Gypenoside attenuates hepatic ischemia/reperfusion injury in mice via anti-oxidative and anti-apoptotic bioactivities.

Gynostemma pentaphyllum is a traditional Chinese medicine that has previously been used for the treatment of chronic inflammation, hyperlipidemia and liver disease. Gypenoside (GP), the predominant component of Gynostemma pentaphyllum, exhibits a therapeutic effect on chronic hepatic injury, fibrosis and fatty liver disease via its anti-inflammatory and anti-oxidant activity. However, the effect of GP on ischemia/reperfusion (I/R)-induced hepatic injury has, to the best of our knowledge, not previously been investigated. In the present study, a hepatic I/R-injury model was successfully established using C57BL/6 mice. In the treatment group, 50 mg/kg GP was administered orally 1 h prior to ischemia. Following hepatic I/R, the levels of hepatic lipid peroxidation and serum alanine aminotransferase increased, while the ratio of hepatic glutathione (GSH):oxidized GSH was reduced, which was effectively attenuated by pretreatment with GP. Furthermore, an increased protein expression of heme oxygenase-1 in the liver tissues of the I/R mice was attenuated by the administration of GP. In addition, the present study indicated that treatment with GP suppressed the I/R-induced increase in the pro-apoptotic protein levels of Bax and cytochrome c and the activity of caspase-3/8, as well as the I/R-induced decrease in the levels of anti-apoptotic protein Bcl-2. In conclusion, the present study indicated that GP effectively protected against I/R-induced hepatic injury via its anti-oxidative and anti-apoptotic bioactivity.

Introduction

Ischemia/reperfusion (I/R) is a predominant cause of hepatic injury, which is of clinical significance following liver surgery, hemorrhagic shock and liver transplantation (1). Therefore, developing effective preventive and therapeutic strategies for I/R-induced hepatic injury is required.

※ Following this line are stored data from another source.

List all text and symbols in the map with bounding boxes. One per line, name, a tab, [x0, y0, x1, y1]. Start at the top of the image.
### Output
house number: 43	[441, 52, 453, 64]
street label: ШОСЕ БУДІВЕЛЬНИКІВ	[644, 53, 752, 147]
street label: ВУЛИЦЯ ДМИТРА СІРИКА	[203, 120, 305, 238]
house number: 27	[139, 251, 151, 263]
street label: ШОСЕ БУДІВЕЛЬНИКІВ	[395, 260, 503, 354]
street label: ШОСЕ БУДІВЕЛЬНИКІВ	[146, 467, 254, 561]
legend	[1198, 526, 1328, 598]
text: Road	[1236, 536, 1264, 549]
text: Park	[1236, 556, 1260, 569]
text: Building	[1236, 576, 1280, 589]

It has been demonstrated that I/R-induced hepatic injury is initially triggered by reactive oxygen species (ROS), which induce oxidative damage and apoptosis, an important mechanism for cell death following hepatic I/R injury (2). In addition, certain pro-inflammatory chemokines and cytokines are key during the initial period of reperfusion, whereas the late period of hepatic injury is neutrophil-mediated (3).

Gynostemma pentaphyllum is a traditional Chinese medicine, which has previously been used for the treatment of chronic inflammation, hyperlipidemia and liver diseases (4). Gypenoside (GP) is the predominant component of Gynostemma pentaphyllum and has been shown to possess anti-inflammatory, antitumor and anti-oxidant capabilities (5–7). Furthermore, GP exhibits a therapeutic effect on chronic hepatic injury, fibrosis, as well as fatty liver disease, which were induced by a high fat, high cholesterol diet and alcohol in mice (5,8). Qi et al (9) reported that GP protected against DNA damage in neurons in I/R-induced cerebral injury. To the best of our knowledge, the role of GP in hepatic I/R injury and the underlying molecular mechanism, have not yet been investigated.

Therefore, in the present study the protective effects of GP against I/R-induced hepatic injury in mice was studied. In addition, the molecular mechanisms involved were investigated, particularly regarding oxidative stress and apoptosis.

Materials and methods

Hepatic I/R procedure

All of the methods in the present study were approved by the Ethics Committee of Xiangya Hospital of Central South University (Changsha, China) and were performed according to the Guidelines for Care and Use of Experimental Animals published by the Chinese Association for Laboratory Animal Sciences. Male C57BL/6 mice (age, 8–12 weeks; weight, 20–25 g) were housed in a laminar flow, temperature-controlled, pathogen-free environment under a 12 h light/dark cycle, at Xiangya Medical Experimental Animal Center of Central South University (Changsha, China).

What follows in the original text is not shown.